-- Problem details --
Below are records; how many of their lines contain "reading"? Reply with the number and no other words.

Collected data
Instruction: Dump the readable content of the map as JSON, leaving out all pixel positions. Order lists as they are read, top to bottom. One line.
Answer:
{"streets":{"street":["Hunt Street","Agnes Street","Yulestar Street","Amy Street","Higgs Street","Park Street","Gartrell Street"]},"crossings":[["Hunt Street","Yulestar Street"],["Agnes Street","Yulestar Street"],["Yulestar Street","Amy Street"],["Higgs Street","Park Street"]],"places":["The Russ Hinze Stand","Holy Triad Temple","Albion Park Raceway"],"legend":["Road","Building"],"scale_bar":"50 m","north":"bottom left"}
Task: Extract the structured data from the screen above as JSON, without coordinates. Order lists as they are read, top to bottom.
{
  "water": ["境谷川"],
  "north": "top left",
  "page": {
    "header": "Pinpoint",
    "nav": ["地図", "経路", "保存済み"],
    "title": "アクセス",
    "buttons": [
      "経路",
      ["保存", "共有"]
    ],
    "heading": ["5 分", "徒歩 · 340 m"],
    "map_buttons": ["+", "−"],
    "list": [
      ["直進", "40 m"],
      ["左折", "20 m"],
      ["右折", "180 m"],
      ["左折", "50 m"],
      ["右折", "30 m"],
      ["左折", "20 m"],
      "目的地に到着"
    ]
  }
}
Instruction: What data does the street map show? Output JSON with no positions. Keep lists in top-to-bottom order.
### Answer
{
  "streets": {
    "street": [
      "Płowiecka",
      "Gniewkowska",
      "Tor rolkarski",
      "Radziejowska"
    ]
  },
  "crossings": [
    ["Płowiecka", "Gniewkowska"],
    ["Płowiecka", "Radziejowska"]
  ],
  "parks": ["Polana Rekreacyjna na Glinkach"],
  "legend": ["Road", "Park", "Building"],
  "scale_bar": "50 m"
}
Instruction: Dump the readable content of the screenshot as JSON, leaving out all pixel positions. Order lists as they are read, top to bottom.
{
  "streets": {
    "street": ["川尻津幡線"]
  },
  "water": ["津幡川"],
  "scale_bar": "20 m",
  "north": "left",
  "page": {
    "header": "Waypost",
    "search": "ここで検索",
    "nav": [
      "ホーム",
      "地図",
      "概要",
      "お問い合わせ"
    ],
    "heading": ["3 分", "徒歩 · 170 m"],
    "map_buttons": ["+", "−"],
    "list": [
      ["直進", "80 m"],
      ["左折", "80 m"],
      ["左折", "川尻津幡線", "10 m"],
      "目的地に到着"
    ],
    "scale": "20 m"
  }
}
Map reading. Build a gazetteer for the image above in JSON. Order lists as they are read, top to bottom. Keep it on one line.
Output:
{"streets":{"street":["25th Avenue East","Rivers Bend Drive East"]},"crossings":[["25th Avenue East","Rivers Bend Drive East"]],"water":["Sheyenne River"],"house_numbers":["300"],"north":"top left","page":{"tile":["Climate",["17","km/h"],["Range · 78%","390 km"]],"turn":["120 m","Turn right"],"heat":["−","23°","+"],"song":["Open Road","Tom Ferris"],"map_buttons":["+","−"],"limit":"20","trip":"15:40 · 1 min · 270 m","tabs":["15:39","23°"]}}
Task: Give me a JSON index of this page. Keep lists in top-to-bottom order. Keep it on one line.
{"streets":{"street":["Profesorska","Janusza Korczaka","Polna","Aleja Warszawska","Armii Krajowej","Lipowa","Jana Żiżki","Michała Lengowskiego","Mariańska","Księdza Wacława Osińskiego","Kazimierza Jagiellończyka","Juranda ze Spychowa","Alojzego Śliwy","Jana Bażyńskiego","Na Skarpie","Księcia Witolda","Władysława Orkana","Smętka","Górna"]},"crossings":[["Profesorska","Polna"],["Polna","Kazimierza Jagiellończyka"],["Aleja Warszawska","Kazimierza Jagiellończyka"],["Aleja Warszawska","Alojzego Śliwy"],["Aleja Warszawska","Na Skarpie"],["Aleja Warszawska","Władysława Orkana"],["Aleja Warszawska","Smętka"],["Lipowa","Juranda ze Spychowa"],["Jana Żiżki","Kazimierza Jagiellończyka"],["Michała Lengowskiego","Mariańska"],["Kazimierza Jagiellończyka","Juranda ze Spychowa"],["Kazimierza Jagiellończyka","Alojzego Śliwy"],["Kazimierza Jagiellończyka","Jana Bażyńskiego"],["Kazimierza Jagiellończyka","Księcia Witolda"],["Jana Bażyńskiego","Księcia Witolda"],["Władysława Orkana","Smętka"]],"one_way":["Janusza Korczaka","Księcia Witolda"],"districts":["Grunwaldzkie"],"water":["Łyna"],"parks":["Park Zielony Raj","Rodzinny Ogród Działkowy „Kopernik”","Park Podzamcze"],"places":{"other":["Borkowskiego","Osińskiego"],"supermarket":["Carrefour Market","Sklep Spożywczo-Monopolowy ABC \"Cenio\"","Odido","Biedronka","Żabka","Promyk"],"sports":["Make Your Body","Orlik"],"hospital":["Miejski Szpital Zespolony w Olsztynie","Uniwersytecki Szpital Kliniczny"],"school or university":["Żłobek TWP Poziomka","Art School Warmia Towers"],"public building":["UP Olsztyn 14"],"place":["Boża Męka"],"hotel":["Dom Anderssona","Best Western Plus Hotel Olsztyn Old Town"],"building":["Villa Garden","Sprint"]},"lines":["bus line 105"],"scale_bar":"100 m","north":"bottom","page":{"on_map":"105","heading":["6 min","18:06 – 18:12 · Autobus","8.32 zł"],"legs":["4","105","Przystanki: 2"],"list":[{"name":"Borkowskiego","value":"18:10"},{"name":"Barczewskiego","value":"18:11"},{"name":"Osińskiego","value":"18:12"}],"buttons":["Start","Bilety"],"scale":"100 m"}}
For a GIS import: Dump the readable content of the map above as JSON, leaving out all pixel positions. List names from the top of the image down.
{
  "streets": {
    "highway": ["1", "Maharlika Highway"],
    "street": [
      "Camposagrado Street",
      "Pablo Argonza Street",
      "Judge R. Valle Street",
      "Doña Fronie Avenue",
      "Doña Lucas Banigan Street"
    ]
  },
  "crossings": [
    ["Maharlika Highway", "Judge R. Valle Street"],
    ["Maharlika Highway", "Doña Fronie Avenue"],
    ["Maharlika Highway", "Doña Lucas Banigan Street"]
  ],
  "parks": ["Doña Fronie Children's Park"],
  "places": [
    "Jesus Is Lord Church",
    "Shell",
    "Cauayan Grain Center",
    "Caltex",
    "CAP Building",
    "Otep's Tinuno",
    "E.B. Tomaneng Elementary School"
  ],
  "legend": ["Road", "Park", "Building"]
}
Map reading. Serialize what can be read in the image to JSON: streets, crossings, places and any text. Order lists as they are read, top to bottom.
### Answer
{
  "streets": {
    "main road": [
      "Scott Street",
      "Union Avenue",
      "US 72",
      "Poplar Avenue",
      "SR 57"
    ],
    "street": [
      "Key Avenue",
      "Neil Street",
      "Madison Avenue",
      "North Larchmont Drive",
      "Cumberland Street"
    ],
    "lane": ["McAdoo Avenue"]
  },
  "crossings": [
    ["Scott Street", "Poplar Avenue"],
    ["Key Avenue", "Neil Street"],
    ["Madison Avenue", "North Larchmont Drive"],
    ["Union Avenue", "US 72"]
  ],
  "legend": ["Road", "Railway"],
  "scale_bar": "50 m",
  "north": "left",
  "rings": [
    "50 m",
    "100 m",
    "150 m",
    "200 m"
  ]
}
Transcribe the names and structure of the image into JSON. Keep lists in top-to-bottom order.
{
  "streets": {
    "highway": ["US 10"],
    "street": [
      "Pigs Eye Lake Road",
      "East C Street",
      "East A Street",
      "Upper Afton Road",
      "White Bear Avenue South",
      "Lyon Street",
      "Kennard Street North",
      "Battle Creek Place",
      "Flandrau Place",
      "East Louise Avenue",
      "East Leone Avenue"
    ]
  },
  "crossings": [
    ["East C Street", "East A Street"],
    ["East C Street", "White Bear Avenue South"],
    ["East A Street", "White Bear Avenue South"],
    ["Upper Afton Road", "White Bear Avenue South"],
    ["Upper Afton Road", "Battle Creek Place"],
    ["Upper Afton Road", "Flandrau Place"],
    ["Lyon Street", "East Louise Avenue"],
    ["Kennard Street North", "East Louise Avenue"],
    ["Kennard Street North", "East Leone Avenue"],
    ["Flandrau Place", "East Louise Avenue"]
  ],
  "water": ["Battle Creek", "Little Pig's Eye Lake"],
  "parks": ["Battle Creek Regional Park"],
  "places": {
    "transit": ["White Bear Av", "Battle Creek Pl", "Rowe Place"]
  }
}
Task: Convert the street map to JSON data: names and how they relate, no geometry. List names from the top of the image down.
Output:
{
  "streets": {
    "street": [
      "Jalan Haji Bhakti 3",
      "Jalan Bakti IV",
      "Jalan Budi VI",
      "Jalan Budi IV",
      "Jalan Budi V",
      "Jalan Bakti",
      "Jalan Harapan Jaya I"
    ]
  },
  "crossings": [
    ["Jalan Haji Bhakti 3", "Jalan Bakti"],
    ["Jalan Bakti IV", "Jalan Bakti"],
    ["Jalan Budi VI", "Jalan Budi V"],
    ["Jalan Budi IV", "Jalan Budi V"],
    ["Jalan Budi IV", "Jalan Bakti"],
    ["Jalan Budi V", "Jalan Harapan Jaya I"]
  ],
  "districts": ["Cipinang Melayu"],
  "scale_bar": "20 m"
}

-- Expected output --
2